- [Task brief] Your response should be the listing below, repeated exactly and in full.

- [Materials provided]
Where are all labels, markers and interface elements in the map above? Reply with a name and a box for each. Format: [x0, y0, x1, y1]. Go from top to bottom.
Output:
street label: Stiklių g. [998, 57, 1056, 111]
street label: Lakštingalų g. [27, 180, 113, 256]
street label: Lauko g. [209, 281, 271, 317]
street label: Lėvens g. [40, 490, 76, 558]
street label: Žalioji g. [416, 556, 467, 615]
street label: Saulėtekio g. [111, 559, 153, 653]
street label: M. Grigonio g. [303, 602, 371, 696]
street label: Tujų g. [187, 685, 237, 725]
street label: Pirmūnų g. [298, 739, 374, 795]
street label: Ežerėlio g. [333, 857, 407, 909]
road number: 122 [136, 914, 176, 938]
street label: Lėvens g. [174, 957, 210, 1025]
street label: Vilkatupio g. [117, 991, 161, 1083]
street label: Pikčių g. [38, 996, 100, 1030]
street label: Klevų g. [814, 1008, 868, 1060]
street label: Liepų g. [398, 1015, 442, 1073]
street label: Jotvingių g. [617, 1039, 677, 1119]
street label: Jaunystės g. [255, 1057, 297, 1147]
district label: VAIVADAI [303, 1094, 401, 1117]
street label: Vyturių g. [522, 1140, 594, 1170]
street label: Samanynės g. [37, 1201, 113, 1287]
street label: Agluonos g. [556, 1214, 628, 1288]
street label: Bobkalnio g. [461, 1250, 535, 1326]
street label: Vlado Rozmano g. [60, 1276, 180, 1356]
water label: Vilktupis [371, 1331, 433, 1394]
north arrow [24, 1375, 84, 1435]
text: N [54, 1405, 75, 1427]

- [Output of the exercise]
Where are all labels, markers and interface elements in the map above? Reply with a name and a box for each. Format: [x0, y0, x1, y1]. Go from top to bottom.
Output:
street label: Stiklių g. [998, 57, 1056, 111]
street label: Lakštingalų g. [27, 180, 113, 256]
street label: Lauko g. [209, 281, 271, 317]
street label: Lėvens g. [40, 490, 76, 558]
street label: Žalioji g. [416, 556, 467, 615]
street label: Saulėtekio g. [111, 559, 153, 653]
street label: M. Grigonio g. [303, 602, 371, 696]
street label: Tujų g. [187, 685, 237, 725]
street label: Pirmūnų g. [298, 739, 374, 795]
street label: Ežerėlio g. [333, 857, 407, 909]
road number: 122 [136, 914, 176, 938]
street label: Lėvens g. [174, 957, 210, 1025]
street label: Vilkatupio g. [117, 991, 161, 1083]
street label: Pikčių g. [38, 996, 100, 1030]
street label: Klevų g. [814, 1008, 868, 1060]
street label: Liepų g. [398, 1015, 442, 1073]
street label: Jotvingių g. [617, 1039, 677, 1119]
street label: Jaunystės g. [255, 1057, 297, 1147]
district label: VAIVADAI [303, 1094, 401, 1117]
street label: Vyturių g. [522, 1140, 594, 1170]
street label: Samanynės g. [37, 1201, 113, 1287]
street label: Agluonos g. [556, 1214, 628, 1288]
street label: Bobkalnio g. [461, 1250, 535, 1326]
street label: Vlado Rozmano g. [60, 1276, 180, 1356]
water label: Vilktupis [371, 1331, 433, 1394]
north arrow [24, 1375, 84, 1435]
text: N [54, 1405, 75, 1427]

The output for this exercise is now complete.